### Your goal:
Should a line below contain the word "Continue", report it.

+---+

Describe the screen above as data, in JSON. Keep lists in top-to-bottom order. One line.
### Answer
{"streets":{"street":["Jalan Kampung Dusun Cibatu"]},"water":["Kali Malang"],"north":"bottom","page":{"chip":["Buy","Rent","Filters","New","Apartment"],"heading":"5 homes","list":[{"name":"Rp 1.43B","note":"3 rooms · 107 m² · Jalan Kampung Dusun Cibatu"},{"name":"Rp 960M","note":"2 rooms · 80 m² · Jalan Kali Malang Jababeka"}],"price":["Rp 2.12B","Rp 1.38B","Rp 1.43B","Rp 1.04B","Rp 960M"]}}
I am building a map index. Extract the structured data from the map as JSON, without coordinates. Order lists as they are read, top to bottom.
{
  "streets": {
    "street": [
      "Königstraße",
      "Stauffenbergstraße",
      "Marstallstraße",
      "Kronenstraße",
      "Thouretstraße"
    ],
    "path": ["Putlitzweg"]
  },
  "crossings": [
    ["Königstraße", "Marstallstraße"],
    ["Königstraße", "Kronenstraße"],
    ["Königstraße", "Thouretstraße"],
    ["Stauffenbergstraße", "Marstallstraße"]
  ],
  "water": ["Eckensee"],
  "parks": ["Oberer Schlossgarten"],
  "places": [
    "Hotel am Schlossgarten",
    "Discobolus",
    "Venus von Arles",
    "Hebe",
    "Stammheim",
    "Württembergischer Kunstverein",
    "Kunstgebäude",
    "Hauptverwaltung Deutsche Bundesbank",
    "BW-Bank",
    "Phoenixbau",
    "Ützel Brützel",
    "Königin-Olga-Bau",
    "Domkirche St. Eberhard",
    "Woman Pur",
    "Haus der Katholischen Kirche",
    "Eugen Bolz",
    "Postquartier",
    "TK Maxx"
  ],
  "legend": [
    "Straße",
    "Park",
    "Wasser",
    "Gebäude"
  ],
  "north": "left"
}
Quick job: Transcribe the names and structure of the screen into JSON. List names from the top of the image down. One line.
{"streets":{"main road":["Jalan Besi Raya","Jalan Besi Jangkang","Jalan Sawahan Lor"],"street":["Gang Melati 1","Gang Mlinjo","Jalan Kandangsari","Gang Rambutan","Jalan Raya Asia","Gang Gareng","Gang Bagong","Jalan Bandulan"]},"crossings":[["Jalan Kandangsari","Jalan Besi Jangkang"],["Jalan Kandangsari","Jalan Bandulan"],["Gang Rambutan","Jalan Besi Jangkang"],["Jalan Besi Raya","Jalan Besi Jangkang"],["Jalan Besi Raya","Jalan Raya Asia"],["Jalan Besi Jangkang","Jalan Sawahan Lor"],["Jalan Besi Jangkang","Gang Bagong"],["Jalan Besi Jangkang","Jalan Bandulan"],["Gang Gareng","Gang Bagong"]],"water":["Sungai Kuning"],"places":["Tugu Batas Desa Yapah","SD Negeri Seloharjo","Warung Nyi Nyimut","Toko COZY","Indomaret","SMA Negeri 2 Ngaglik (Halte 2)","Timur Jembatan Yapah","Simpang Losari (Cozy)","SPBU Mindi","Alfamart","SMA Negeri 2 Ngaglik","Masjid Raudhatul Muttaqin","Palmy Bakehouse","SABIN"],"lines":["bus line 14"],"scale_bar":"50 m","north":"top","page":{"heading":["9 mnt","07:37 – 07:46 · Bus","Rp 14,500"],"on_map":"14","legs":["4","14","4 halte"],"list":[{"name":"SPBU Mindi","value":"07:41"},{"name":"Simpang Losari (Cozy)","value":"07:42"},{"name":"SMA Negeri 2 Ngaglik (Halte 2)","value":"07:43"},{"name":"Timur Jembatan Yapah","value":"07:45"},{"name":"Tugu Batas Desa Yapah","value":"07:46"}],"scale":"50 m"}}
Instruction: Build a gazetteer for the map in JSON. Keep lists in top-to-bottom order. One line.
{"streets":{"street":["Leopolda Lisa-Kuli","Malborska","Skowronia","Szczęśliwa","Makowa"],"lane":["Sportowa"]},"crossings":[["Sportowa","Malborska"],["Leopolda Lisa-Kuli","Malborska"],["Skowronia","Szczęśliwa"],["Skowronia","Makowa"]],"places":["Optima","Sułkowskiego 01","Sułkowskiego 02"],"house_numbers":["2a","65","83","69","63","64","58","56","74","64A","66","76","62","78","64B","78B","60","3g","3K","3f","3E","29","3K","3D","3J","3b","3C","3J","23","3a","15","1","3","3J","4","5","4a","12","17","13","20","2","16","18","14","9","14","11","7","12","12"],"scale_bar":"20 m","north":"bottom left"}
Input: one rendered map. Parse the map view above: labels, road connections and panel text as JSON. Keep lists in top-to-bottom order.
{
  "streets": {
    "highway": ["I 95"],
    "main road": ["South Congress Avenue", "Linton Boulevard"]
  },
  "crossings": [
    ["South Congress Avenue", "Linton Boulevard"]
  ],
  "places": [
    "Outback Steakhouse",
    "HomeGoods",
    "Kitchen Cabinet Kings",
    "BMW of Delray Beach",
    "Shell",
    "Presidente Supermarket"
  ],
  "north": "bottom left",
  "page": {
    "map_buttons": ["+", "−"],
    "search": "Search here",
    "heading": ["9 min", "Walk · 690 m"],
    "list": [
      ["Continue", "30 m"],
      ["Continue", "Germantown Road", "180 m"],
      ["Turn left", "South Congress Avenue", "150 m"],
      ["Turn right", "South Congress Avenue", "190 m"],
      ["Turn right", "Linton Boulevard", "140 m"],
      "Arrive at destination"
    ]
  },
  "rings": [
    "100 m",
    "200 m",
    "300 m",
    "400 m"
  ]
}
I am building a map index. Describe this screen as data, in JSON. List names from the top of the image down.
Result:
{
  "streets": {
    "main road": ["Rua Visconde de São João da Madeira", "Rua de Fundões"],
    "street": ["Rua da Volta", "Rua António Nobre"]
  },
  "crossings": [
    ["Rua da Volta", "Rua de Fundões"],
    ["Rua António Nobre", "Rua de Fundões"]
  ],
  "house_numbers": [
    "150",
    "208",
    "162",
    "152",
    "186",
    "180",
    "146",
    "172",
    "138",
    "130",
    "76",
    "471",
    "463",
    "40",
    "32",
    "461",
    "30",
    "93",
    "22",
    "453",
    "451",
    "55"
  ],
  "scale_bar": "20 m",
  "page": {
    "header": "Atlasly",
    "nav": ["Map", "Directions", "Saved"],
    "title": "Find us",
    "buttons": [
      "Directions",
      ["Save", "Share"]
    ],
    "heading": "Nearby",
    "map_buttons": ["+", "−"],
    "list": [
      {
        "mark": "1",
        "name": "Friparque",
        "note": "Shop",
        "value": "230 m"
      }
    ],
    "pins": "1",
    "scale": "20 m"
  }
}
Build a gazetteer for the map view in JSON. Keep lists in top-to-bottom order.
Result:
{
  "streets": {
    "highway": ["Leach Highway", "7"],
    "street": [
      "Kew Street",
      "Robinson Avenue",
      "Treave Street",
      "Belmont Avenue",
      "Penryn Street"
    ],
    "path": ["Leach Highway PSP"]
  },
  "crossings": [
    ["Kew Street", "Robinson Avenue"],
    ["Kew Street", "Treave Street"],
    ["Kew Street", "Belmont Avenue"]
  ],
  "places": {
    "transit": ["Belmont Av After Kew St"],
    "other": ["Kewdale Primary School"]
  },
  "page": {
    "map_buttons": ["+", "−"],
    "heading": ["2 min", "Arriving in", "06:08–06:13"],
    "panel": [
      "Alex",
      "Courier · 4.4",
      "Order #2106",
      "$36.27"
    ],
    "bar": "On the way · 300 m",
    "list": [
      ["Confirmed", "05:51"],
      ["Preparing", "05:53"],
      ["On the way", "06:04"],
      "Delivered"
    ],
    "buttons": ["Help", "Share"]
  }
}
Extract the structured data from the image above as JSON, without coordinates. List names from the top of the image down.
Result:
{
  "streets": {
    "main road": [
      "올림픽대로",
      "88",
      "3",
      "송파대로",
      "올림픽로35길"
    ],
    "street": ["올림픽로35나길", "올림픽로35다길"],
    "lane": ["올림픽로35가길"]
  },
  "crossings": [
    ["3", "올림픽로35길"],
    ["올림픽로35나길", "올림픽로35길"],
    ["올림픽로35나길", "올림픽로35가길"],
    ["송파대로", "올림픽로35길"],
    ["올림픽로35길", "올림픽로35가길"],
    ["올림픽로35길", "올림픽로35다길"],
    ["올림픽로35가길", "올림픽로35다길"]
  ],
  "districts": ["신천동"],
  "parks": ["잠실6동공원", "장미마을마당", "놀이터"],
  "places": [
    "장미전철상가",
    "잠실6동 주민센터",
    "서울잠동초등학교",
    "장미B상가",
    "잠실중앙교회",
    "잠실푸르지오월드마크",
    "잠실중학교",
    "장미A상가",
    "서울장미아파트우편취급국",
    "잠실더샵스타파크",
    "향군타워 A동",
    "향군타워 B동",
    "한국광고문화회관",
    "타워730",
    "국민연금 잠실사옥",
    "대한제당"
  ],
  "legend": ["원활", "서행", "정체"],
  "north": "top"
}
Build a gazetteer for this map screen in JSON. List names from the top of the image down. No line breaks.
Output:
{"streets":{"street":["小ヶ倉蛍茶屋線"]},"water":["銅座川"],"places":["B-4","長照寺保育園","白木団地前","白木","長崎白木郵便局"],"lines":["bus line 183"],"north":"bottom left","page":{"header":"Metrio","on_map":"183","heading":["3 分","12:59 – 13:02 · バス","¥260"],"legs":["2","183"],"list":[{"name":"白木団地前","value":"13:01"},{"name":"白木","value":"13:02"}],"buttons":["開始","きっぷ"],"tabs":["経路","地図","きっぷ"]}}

+---+

### Exercise result:
      ["Continue", "30 m"],
      ["Continue", "Germantown Road", "180 m"],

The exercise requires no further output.